* _REQUIREMENT_:
From the first line of the data below through the line bearing "filter:drop-shadow(2px 0 #7e6a81)", reproduce each line exactly; do not include pictures.

* _MATERIAL FOR THIS TASK_:
= Beginning of Section =
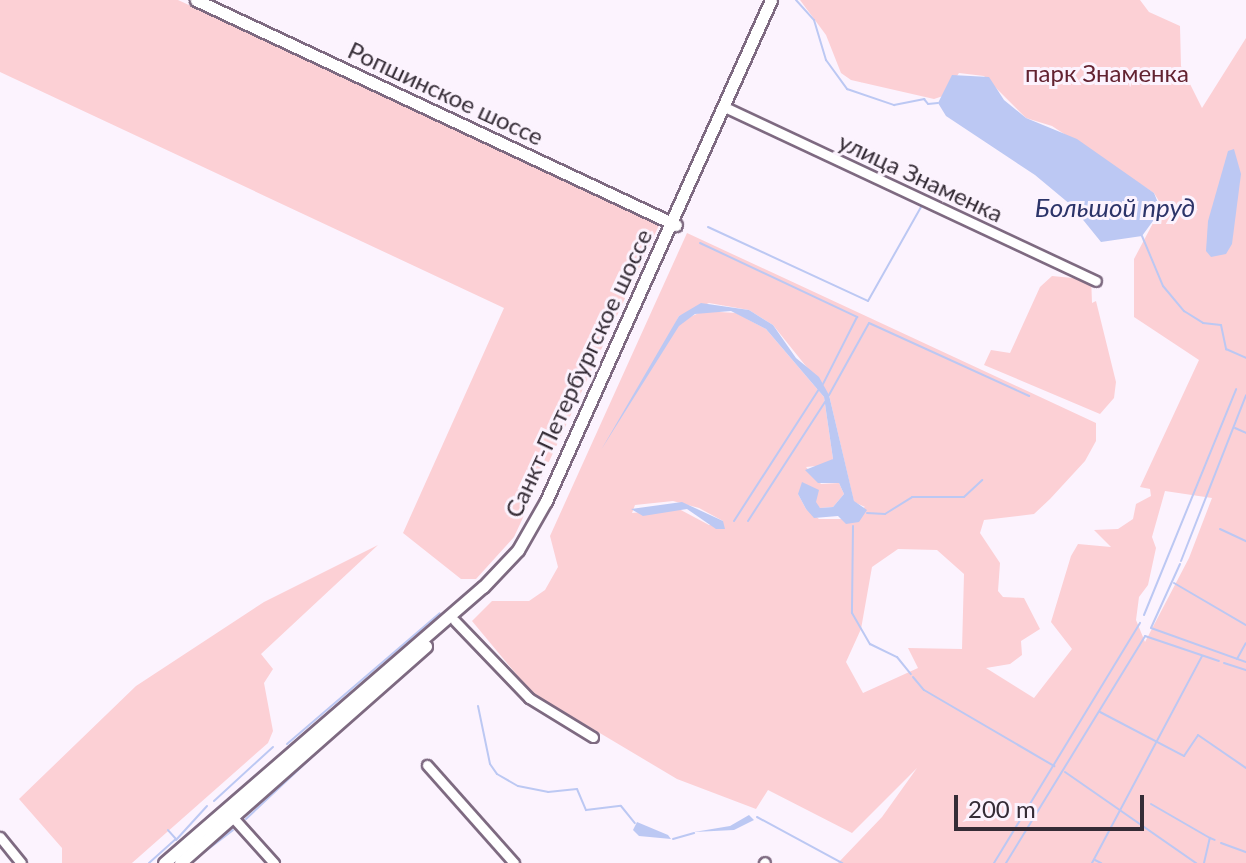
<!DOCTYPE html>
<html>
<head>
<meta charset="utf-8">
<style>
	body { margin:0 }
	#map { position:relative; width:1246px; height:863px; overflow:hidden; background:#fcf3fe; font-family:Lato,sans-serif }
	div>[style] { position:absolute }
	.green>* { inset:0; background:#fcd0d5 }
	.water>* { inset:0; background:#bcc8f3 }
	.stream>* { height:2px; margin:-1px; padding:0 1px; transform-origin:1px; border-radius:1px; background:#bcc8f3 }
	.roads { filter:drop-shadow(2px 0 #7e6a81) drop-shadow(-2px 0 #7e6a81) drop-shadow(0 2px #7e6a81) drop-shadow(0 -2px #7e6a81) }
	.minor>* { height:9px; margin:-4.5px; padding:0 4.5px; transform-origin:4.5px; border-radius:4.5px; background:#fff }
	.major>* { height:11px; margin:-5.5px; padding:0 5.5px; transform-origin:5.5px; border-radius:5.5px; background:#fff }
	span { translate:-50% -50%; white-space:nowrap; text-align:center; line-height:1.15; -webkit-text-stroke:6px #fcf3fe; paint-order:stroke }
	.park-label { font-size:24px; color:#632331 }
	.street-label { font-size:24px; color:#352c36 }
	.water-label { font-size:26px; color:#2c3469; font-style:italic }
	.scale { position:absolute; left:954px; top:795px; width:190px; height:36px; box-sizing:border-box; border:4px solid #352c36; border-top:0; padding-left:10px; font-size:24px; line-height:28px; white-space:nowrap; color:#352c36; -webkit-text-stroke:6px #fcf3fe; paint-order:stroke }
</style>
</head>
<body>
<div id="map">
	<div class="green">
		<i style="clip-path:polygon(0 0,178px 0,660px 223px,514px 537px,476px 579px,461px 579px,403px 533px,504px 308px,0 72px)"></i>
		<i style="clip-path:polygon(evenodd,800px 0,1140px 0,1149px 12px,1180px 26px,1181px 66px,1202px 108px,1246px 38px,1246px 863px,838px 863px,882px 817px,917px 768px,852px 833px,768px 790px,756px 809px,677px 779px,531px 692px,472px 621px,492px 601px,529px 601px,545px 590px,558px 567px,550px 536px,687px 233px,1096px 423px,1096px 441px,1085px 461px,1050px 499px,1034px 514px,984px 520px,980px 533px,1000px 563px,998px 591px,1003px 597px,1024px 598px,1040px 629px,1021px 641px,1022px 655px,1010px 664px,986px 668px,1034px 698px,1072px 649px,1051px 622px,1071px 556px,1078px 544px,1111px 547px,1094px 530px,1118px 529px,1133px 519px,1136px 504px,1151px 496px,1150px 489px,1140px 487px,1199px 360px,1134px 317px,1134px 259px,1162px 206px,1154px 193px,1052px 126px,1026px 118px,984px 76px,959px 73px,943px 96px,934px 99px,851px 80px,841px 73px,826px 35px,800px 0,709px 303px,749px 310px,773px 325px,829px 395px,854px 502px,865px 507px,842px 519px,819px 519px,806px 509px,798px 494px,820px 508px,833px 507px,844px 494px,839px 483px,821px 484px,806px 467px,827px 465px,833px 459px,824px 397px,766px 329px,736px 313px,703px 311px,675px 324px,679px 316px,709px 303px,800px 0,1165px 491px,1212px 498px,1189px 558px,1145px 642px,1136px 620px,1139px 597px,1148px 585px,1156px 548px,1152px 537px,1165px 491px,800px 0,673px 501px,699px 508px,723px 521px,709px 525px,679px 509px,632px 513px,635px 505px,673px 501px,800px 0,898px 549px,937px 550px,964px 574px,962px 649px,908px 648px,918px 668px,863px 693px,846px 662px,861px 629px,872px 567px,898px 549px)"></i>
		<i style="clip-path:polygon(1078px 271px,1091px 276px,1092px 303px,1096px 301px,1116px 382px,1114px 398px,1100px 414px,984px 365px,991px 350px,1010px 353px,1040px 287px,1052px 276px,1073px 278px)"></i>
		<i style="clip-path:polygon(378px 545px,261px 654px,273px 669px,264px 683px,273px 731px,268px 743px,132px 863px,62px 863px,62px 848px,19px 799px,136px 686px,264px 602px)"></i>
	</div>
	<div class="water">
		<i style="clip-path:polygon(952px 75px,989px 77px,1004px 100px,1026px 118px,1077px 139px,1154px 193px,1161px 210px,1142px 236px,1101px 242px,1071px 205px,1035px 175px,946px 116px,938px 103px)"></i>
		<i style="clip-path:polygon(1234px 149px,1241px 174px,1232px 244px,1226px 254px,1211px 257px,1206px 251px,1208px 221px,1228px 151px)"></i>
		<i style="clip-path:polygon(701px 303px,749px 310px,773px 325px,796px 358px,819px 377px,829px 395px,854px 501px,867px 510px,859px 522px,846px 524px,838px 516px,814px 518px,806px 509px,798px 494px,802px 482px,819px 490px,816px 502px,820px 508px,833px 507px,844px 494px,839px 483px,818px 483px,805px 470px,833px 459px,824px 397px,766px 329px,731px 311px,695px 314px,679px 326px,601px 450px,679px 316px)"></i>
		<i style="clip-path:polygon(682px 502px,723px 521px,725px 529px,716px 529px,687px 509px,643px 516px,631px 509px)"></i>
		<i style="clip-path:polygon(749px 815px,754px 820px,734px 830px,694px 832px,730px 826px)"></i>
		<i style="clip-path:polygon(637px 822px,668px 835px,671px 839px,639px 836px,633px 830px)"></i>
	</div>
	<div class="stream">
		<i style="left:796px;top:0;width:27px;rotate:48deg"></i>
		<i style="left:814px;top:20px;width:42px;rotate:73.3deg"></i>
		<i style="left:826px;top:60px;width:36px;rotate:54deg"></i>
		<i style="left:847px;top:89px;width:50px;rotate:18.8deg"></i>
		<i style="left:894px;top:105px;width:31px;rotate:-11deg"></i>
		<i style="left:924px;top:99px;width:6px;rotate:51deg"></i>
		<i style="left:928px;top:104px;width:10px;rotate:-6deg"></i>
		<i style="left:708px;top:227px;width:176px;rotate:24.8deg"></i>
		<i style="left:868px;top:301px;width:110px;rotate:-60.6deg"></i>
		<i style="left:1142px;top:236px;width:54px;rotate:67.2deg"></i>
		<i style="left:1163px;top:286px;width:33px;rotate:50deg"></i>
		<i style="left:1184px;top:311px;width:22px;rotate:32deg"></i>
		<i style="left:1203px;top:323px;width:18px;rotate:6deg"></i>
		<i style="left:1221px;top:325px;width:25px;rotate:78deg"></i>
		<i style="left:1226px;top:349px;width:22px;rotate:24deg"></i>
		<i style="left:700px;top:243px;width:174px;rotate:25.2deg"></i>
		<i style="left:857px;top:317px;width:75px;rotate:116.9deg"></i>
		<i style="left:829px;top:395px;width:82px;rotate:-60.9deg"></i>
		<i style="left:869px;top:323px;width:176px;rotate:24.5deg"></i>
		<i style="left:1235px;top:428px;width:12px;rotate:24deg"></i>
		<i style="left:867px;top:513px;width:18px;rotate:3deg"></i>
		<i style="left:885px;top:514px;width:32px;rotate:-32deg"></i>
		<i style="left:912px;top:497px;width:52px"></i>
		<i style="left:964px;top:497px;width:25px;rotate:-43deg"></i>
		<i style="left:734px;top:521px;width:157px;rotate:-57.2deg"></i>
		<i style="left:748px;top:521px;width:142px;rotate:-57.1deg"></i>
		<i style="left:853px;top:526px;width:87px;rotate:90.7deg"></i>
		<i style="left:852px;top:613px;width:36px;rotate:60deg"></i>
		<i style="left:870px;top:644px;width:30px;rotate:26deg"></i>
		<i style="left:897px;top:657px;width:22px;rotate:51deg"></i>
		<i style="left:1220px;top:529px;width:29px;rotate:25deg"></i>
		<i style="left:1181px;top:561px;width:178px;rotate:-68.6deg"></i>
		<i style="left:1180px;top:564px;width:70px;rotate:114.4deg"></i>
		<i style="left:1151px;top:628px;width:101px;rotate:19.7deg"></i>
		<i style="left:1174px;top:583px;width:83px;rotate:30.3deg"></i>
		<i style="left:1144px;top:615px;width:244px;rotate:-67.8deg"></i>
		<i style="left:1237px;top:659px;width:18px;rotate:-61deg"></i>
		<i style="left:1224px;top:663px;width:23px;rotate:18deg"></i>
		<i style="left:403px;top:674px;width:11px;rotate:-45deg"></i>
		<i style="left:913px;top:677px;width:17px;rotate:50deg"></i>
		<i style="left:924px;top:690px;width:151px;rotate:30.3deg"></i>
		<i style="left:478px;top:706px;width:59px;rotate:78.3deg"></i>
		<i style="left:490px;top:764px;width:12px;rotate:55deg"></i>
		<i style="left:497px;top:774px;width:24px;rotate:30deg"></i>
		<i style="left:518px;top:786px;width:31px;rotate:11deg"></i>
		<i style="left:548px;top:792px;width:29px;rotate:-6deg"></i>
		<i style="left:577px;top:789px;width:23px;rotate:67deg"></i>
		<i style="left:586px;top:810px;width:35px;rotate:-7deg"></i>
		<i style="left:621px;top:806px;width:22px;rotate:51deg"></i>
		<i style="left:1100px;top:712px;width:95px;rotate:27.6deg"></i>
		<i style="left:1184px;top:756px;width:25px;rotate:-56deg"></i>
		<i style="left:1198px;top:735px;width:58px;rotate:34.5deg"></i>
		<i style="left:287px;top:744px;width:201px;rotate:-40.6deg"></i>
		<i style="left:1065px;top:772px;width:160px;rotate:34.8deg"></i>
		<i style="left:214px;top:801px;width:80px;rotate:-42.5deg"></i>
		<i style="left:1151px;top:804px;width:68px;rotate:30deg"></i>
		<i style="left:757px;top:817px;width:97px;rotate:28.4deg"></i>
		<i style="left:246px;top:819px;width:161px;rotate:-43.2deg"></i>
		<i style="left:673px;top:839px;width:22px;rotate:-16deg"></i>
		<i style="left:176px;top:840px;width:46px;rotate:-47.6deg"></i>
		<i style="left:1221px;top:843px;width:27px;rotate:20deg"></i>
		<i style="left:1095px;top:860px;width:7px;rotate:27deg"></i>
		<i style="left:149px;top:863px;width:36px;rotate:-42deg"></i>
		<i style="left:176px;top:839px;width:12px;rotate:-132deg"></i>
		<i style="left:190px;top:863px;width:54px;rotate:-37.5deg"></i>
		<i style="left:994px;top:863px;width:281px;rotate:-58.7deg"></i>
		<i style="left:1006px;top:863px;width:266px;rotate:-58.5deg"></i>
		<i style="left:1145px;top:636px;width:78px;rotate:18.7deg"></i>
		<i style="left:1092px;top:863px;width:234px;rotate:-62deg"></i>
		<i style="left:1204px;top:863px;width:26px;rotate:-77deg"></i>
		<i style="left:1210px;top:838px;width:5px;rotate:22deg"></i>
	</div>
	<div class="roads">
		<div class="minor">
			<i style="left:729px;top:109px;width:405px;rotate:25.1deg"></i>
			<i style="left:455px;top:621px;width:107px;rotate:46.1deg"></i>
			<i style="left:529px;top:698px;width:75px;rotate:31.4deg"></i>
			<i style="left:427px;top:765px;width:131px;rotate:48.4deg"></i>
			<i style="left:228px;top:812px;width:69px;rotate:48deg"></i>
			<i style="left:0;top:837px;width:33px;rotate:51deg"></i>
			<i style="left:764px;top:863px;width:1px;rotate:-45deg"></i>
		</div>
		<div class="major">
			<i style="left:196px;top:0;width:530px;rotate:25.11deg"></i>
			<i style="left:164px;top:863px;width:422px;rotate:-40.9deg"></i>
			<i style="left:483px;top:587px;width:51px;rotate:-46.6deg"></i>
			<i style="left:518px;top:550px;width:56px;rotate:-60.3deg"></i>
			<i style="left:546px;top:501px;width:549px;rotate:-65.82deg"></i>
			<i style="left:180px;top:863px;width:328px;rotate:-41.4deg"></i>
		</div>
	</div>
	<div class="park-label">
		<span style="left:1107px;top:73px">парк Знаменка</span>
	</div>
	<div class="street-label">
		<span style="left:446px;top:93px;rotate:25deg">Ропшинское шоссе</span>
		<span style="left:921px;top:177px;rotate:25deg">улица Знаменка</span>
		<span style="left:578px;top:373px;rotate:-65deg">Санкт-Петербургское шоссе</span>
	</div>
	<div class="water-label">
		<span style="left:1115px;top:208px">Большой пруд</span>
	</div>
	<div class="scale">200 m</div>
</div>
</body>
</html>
= End of Section =
* _WRITTEN ANSWER_:
<!DOCTYPE html>
<html>
<head>
<meta charset="utf-8">
<style>
	body { margin:0 }
	#map { position:relative; width:1246px; height:863px; overflow:hidden; background:#fcf3fe; font-family:Lato,sans-serif }
	div>[style] { position:absolute }
	.green>* { inset:0; background:#fcd0d5 }
	.water>* { inset:0; background:#bcc8f3 }
	.stream>* { height:2px; margin:-1px; padding:0 1px; transform-origin:1px; border-radius:1px; background:#bcc8f3 }
	.roads { filter:drop-shadow(2px 0 #7e6a81) drop-shadow(-2px 0 #7e6a81) drop-shadow(0 2px #7e6a81) drop-shadow(0 -2px #7e6a81) }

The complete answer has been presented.